In short, “You’re likely going to pay a real price for the anger you express,” says senior author Bill Bottom, a professor of organisational behaviour at Olin Business School at Washington University in St. Louis. Bottom, who studies social and psychological aspects of negotiation, noticed how many previous studies and the business media reporting on this work have focused on “over generalising a very narrow set of findings.”
Similar accounts published in top-notch media outlets baldly made statements akin to, “it pays to be angry.” Not quite, Bottom says. “When you convince somebody to act like this, whether it’s with their boss or trying to buy a car or trying to sell a car, we’re doing a disservice if we’re making such grandiose claims,” Bottom says.

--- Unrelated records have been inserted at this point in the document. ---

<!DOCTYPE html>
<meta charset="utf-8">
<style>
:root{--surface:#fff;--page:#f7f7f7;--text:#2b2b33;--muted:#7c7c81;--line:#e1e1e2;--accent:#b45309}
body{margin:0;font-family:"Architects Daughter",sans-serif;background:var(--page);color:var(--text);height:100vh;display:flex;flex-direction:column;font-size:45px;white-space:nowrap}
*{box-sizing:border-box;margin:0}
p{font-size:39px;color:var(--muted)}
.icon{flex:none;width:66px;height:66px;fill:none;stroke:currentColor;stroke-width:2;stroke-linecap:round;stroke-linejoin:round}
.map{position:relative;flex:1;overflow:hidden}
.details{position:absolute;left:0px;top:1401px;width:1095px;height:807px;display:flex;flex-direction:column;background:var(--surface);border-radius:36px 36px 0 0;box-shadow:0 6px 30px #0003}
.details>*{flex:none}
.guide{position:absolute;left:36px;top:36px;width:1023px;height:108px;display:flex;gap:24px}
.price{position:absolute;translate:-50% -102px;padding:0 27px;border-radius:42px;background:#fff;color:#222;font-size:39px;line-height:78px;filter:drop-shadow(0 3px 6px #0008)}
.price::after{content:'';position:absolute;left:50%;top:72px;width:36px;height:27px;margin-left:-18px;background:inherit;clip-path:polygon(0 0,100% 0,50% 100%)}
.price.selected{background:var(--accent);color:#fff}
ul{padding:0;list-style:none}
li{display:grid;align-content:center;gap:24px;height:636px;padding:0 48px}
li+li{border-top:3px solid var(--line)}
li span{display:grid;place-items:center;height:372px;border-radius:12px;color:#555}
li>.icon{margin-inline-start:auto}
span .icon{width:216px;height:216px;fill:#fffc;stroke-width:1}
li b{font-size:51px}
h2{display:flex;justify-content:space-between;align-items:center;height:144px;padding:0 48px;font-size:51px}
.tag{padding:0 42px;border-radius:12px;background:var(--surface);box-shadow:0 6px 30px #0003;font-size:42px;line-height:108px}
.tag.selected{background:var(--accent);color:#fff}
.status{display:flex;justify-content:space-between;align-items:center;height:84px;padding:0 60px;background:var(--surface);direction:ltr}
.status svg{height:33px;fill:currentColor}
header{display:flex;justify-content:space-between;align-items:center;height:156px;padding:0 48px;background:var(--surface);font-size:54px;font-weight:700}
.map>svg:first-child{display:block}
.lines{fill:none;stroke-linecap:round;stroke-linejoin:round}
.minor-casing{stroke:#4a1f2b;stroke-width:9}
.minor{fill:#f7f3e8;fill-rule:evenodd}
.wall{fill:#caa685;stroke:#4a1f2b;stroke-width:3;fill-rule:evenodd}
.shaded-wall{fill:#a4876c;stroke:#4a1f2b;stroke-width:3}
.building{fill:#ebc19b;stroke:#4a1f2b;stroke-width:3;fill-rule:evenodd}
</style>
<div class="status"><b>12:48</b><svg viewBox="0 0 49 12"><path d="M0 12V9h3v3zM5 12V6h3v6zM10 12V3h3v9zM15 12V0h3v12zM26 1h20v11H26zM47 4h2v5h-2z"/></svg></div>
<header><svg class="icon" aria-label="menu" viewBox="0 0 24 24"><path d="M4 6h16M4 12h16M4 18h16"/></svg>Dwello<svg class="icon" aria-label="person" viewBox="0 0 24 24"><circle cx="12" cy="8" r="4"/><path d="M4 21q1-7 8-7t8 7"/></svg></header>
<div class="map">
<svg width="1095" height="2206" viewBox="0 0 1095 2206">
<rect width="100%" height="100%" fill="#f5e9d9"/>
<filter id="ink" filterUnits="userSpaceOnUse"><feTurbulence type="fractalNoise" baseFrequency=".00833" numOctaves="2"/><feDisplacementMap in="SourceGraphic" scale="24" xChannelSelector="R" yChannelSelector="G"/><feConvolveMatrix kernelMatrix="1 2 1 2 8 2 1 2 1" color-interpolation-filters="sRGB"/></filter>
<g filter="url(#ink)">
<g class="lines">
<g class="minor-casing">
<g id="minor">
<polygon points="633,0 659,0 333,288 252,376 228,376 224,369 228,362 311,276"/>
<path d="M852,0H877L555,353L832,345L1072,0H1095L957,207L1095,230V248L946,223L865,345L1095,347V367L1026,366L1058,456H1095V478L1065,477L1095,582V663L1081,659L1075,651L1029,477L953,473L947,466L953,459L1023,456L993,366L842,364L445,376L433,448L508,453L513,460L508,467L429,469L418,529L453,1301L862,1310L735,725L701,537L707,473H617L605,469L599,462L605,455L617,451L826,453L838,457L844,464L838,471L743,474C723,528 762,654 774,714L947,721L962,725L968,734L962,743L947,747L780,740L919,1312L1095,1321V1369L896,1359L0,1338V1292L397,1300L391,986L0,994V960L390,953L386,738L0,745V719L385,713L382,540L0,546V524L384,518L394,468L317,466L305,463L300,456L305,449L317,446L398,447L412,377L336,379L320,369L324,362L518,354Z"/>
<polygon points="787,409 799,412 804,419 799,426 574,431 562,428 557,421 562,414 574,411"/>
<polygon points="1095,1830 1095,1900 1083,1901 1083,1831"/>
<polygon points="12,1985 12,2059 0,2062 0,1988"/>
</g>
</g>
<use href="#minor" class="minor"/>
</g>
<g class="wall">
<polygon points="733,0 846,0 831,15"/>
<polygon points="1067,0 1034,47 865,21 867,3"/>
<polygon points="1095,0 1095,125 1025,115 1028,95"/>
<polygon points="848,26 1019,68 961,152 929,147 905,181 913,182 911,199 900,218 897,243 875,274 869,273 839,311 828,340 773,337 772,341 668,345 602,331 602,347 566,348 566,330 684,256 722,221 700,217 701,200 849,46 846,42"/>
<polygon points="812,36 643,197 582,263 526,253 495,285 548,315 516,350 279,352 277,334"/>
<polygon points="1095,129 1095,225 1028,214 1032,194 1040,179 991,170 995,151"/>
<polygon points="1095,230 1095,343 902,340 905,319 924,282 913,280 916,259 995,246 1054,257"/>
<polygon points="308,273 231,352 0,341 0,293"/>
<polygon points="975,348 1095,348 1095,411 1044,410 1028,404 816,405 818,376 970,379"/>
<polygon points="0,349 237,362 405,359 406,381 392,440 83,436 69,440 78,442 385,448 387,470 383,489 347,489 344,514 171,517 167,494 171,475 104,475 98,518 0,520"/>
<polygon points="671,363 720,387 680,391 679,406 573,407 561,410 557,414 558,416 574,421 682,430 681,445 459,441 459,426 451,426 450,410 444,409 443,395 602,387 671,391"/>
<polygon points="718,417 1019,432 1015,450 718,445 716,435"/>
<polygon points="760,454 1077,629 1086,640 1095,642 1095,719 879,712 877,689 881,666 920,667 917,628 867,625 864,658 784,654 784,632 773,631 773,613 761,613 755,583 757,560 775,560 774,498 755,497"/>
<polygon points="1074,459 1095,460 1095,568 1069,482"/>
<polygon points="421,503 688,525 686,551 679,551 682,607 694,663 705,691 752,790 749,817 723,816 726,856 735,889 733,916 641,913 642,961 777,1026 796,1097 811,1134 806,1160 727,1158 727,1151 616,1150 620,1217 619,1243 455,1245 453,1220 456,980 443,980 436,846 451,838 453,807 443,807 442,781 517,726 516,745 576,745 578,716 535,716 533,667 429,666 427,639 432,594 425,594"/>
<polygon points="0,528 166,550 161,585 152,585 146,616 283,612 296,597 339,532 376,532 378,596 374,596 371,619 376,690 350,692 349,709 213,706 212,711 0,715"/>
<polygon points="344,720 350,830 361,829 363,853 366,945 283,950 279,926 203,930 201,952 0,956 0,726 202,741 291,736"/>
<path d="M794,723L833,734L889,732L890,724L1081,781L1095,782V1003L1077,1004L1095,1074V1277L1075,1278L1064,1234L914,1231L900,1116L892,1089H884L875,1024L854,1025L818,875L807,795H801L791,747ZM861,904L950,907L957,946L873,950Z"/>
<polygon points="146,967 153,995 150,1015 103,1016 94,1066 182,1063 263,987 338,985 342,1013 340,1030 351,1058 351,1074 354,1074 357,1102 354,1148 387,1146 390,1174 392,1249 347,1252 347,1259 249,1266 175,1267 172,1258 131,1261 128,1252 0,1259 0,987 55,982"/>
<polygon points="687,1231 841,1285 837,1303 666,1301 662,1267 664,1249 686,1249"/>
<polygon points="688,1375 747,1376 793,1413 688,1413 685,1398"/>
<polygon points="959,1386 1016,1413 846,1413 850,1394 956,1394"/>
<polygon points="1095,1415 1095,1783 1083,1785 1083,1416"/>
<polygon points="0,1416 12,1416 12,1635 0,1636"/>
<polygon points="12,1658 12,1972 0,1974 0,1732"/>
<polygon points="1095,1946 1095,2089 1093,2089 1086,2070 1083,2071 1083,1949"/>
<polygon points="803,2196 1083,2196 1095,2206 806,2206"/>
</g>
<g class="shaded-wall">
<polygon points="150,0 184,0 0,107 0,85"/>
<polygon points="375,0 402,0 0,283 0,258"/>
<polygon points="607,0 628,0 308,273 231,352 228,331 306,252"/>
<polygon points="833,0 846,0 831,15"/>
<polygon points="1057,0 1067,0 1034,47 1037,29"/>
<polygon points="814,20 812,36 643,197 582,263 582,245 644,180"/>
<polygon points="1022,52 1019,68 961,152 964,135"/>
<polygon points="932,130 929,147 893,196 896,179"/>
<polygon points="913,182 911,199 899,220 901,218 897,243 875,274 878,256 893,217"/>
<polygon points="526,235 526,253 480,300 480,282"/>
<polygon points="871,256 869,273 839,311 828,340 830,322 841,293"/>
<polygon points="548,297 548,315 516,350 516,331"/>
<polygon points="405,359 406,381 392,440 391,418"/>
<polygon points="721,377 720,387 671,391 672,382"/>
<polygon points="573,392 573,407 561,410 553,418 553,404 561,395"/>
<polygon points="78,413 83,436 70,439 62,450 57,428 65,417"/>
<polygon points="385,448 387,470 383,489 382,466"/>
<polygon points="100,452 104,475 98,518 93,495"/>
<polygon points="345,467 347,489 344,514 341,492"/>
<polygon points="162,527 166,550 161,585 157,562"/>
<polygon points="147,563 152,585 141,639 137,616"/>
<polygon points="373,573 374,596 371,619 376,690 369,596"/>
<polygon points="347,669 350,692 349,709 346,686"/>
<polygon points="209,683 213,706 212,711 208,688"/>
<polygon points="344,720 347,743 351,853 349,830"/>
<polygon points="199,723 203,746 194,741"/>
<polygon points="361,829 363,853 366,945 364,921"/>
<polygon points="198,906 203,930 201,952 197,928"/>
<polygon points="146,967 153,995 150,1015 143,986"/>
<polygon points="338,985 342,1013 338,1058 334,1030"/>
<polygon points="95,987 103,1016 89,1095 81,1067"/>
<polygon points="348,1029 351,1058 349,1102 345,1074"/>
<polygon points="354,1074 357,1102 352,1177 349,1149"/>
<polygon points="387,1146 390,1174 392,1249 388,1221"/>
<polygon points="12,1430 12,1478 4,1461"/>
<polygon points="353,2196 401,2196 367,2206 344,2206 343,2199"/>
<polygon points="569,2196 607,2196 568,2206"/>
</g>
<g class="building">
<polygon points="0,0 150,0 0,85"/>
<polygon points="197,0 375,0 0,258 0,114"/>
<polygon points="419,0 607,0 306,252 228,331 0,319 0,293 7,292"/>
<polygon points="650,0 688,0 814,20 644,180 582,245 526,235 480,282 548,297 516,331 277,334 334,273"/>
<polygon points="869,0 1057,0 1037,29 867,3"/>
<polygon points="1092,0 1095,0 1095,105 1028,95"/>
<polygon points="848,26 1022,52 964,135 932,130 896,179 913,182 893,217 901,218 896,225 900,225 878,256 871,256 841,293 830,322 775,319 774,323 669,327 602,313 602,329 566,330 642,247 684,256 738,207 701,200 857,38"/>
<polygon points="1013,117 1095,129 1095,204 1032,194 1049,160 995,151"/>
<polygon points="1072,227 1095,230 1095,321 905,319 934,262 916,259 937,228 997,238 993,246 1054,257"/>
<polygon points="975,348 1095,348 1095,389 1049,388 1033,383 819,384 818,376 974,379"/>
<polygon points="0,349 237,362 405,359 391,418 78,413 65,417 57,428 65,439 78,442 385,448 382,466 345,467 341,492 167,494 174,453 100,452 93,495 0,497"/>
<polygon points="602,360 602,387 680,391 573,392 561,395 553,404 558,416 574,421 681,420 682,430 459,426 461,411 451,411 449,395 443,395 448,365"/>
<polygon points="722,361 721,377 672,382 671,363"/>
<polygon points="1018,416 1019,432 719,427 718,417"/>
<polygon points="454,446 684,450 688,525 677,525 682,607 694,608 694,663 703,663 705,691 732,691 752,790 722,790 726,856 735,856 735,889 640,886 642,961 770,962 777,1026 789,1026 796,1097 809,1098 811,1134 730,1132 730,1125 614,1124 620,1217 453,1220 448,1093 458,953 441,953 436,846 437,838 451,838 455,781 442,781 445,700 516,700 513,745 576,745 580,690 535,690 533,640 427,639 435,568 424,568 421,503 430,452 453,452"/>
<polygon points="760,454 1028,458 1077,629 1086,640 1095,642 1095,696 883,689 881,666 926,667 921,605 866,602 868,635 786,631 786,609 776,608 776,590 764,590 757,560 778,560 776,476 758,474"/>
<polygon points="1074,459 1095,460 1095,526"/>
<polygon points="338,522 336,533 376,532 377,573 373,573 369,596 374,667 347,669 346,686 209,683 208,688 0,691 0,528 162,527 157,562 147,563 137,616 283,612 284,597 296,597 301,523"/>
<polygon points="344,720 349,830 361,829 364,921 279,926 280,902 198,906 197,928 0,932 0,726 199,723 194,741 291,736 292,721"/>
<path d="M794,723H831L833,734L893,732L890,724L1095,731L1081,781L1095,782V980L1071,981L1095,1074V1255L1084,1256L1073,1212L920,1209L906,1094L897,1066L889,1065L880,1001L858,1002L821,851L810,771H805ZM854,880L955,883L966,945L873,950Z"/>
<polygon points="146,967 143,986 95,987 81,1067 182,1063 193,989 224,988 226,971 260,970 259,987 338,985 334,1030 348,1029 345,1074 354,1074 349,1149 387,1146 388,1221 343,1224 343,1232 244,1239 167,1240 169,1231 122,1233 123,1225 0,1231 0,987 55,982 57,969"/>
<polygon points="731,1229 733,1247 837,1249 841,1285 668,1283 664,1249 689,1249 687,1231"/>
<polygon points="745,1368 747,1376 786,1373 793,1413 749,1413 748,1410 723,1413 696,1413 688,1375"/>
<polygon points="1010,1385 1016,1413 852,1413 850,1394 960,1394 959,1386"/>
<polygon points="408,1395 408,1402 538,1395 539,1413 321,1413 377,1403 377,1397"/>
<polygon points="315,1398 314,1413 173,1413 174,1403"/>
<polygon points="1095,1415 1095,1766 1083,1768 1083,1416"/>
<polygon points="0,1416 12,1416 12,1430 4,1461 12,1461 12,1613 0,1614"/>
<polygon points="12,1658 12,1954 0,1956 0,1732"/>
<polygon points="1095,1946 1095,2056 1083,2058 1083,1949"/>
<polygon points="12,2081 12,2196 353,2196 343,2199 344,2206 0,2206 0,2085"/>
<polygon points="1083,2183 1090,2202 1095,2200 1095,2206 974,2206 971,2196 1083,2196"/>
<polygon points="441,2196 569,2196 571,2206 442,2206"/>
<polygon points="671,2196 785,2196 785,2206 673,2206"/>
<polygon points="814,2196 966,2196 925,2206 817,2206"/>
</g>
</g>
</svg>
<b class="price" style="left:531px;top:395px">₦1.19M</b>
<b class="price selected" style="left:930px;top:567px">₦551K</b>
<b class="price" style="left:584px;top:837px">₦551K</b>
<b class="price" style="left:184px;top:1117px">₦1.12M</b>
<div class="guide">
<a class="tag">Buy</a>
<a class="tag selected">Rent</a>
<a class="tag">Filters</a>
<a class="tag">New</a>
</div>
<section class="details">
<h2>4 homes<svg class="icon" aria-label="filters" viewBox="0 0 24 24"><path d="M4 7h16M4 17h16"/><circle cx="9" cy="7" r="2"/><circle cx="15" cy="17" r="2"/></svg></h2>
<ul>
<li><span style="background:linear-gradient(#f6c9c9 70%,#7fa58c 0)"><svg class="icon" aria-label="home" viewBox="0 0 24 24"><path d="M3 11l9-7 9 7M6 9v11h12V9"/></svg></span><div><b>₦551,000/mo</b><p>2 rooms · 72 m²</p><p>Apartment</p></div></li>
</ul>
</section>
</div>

The anger strategy is where their research comes into play. Bottom used five different study approaches testing feigned anger in collaboration with lead author Rachel Campagna of the University of New Hampshire and co-author Alexandra Mislin of American University.
In that study, they paid some negotiators a bonus to express anger during their negotiations. They found that the anger that participants had initially faked eventually turned into genuine feelings of anger because of the way their counterparts reacted to them.
When it came time to implement the deal, these counterparts more often shirked or reneged outright. A few of the participants who feigned anger admitted to guilty feelings after-ward, leading the researchers to design these new studies to examine how often these guilty feelings really emerge.
The five new studies had more than 600 participants. In one study, Campagna and Mislin persuaded participants to come back the next day to implement the terms of the deal they had negotiated the previous day. While anger had dissipated by the next day, feelings of guilt over the way these people had treated their counterpart during the negotiation had frequently replaced it.
The findings convinced the researchers that using anger as a negotiating tactic is a lot more likely to increase guilt and distrust than it is to work in coercing concessions from the counterpart. They learned that guilt in particular triggered post-negotiation compensations, atonement and efforts at repairing the damage.